Happy birthday and thank you!

Born in  born in Cape Town, South Africa on 19 April 1942

Why is Woodstock so famous when there were so many other similar festivals in 1969?

The answer has several parts, but the two of the major pieces are: the movie, the recording.

The idea of a movie was at first thought one too difficult, but Michael Wadleigh and his crew did an amazing job capturing the sights and sounds of the iconic event.

The idea of recording the event was also a fortunate one. So many people saw the film and purchased the music that even the staggering number of 500,000 actual attendees expanded into the millions.

Bill Hanley did the live sound at Woodstock. The father of  outdoor concert sound, his expertise enabled those at the concert to hear it no matter where they sat.

While obviously related, the person sending the sound out to a crowd and the person recording the sound have two different jobs.
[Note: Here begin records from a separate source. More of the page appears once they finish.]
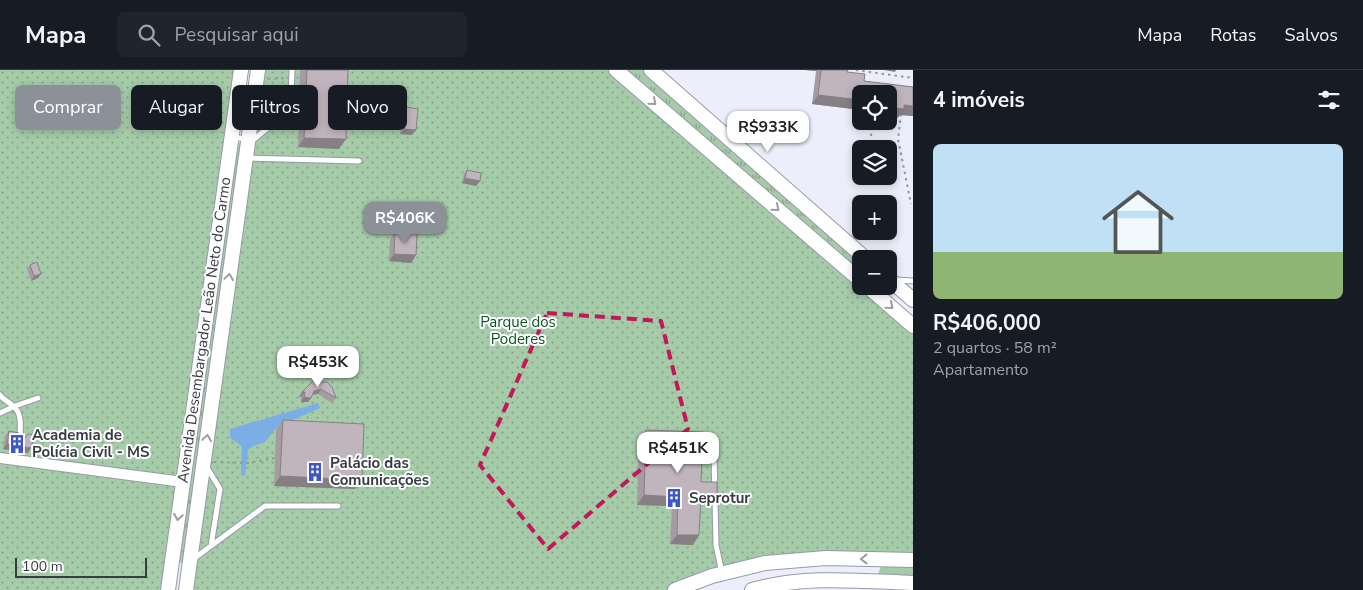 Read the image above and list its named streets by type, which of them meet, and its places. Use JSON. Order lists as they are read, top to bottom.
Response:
{
  "streets": {
    "main road": ["Avenida Desembargador Leão Neto do Carmo"]
  },
  "parks": ["Parque dos Poderes"],
  "places": {
    "building": ["Academia de Polícia Civil - MS", "Palácio das Comunicações", "Seprotur"]
  },
  "scale_bar": "100 m",
  "page": {
    "header": "Mapa",
    "search": "Pesquisar aqui",
    "nav": ["Mapa", "Rotas", "Salvos"],
    "heading": "4 imóveis",
    "map_buttons": ["+", "−"],
    "chip": [
      "Comprar",
      "Alugar",
      "Filtros",
      "Novo"
    ],
    "price": [
      "R$933K",
      "R$406K",
      "R$453K",
      "R$451K"
    ],
    "list": [
      {
        "name": "R$406,000",
        "note": "2 quartos · 58 m² · Apartamento"
      }
    ],
    "scale": "100 m"
  }
} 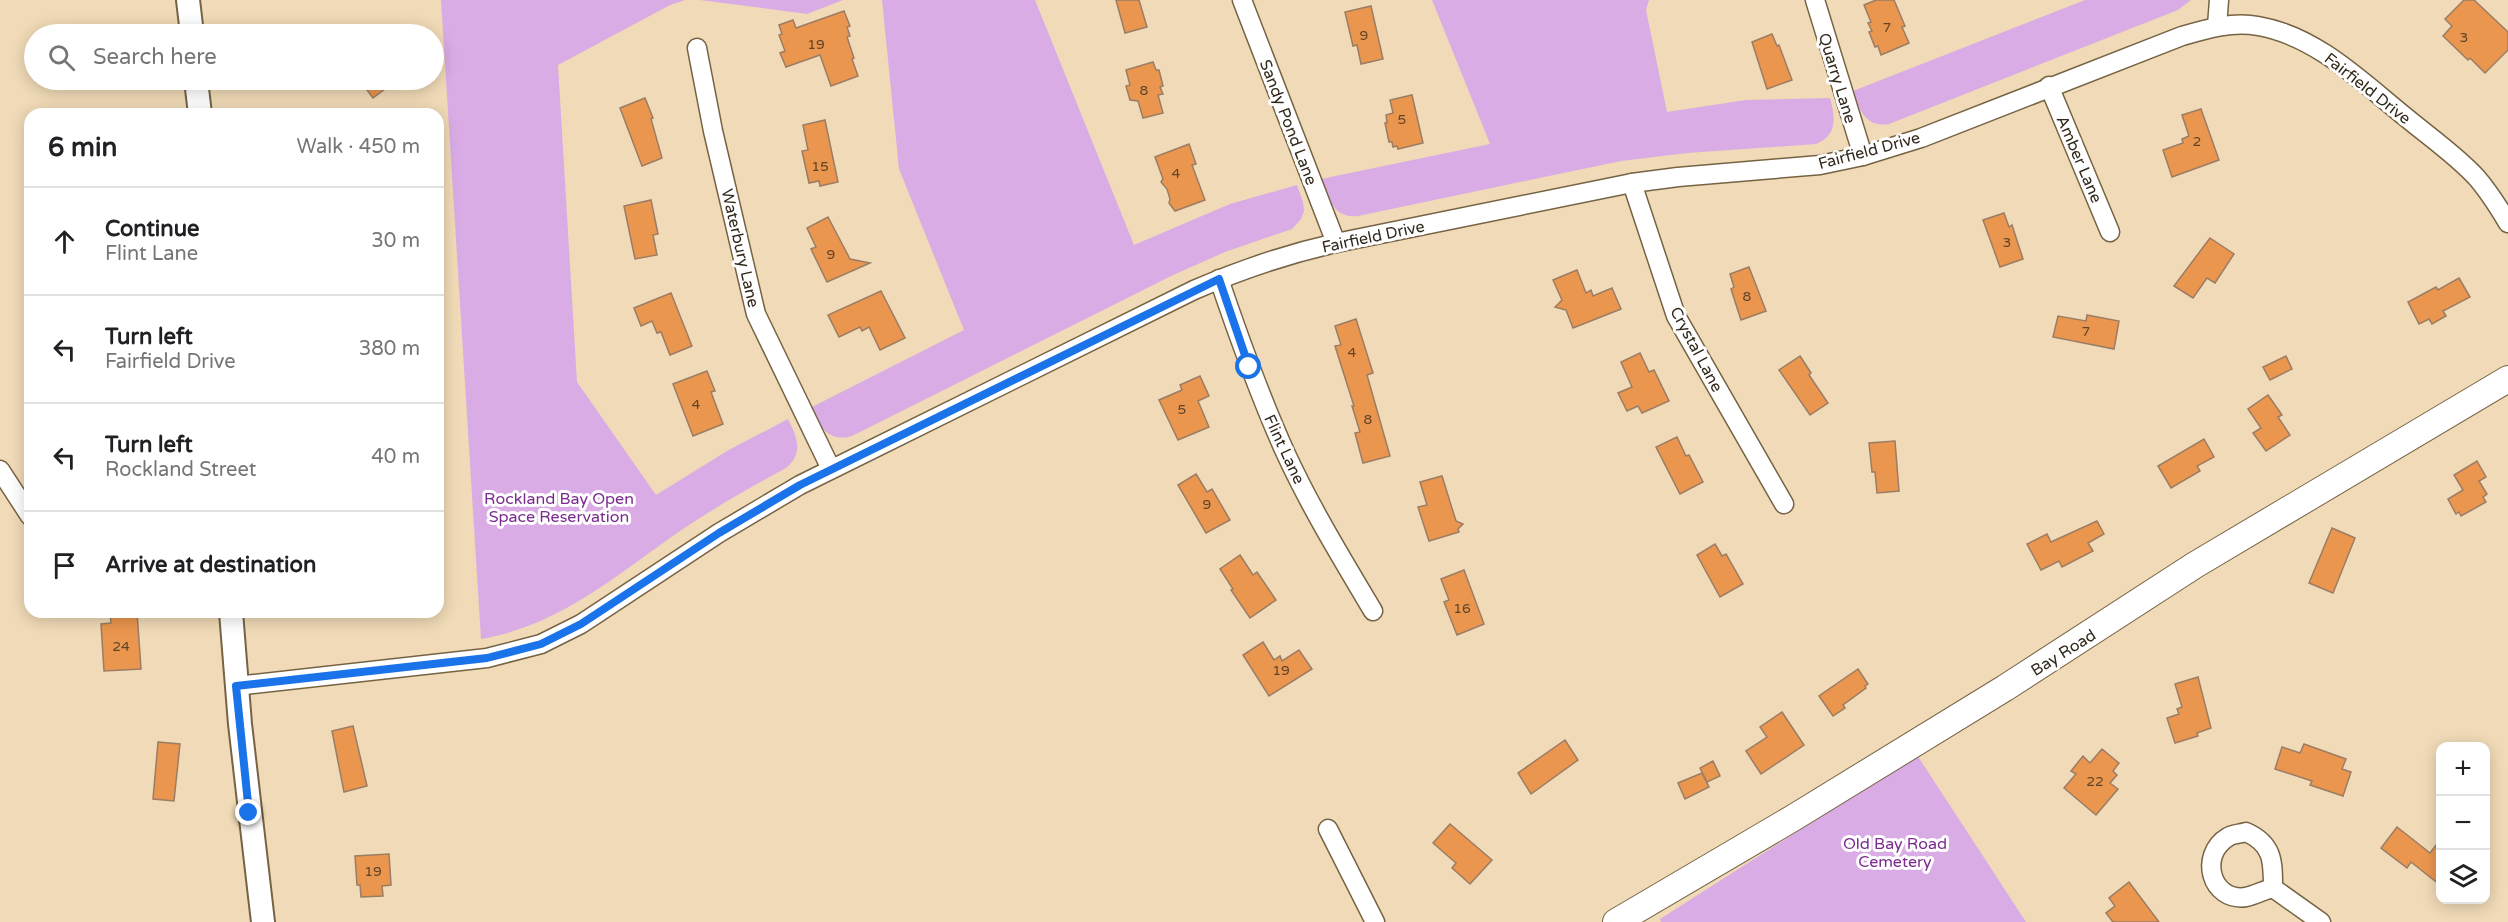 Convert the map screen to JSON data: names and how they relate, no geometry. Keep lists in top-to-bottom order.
{
  "streets": {
    "main road": ["Bay Road"],
    "street": [
      "Quarry Lane",
      "Fairfield Drive",
      "Sandy Pond Lane",
      "Amber Lane",
      "Waterbury Lane",
      "Crystal Lane",
      "Flint Lane"
    ]
  },
  "crossings": [
    ["Quarry Lane", "Fairfield Drive"],
    ["Fairfield Drive", "Sandy Pond Lane"],
    ["Fairfield Drive", "Amber Lane"],
    ["Fairfield Drive", "Waterbury Lane"],
    ["Fairfield Drive", "Crystal Lane"],
    ["Fairfield Drive", "Flint Lane"]
  ],
  "parks": ["Rockland Bay Open Space Reservation", "Old Bay Road Cemetery"],
  "house_numbers": [
    "7",
    "9",
    "3",
    "19",
    "8",
    "5",
    "2",
    "15",
    "4",
    "3",
    "9",
    "8",
    "7",
    "4",
    "4",
    "5",
    "8",
    "9",
    "16",
    "24",
    "19",
    "22",
    "19"
  ],
  "page": {
    "search": "Search here",
    "heading": ["6 min", "Walk · 450 m"],
    "list": [
      ["Continue", "Flint Lane", "30 m"],
      ["Turn left", "Fairfield Drive", "380 m"],
      ["Turn left", "Rockland Street", "40 m"],
      "Arrive at destination"
    ],
    "map_buttons": ["+", "−"]
  }
}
Eddie Kramer recorded Woodstock.

Pye > KPS > Olympic Studios

Eddie Kramer was born in South  Africa and studied classical piano, cello, and violin as a child, eventually attending the South African College of Music.

He moved to England when he was 19. There he  recorded local jazz groups in a home-based studio, plus installed hi-fi equipment as a hobby.

In 1964 he joined Pye Studios, and recorded a variety of artists including Sammy Davis Jr., Petula Clark and The Kinks

In 1965 Kramer established the sophisticated KPS Studios, which, despite its rudimentary 2-track recording capability, gained such a reputation that in less than a year they were bought out by Regent Sound. They enlisted Kramer to oversee construction of their new four-track studio. [studioexpresso article]

The story is that in early 1967 he was working at London’s famed Olympic Studios. The site had already become a favorite of Britain’s famous young groups like the Beatles and the Rolling Stones. The person in charge of assigning projects apparently thought the new trio there to record was a bit too odd and gave the assignment to a young Eddie Kramer.

The trio was the Jimi Hendrix Experience and the collaboration was historic.

And that was barely the beginning.

In addition to his recording Woodstock, the Beatles [1Yellow Submarine Songtrack, Magical Mystery Touras well as their singles “All You Need Is Love” and “Baby You’re a Rich Man”] Led Zeppelin [Led Zeppelin II, Immigrant Song, Led Zeppelin III, Physical Graffiti, and 14 more!], Kiss [AliveRock and Roll Over, Alive II, Love Gun, and twenty-seven more!] lead an incredibly long list of credits.

Electric Lady

Jimi Hendrix hired Kramer to help design Electric Lady in NYC, a dream recording studio that Hendrix himself barely knew, but became a hugely popular studio [Stevie Wonder, Lou Reed, Rolling Stones, Blondie, John Lennon & David Bowie, Patti Smith,  AC/DC, Clash, Billy Idol, the Cars, Weezer, Santans, and many more.] Kramer served as its Director of Engineering from 1970 – 1974.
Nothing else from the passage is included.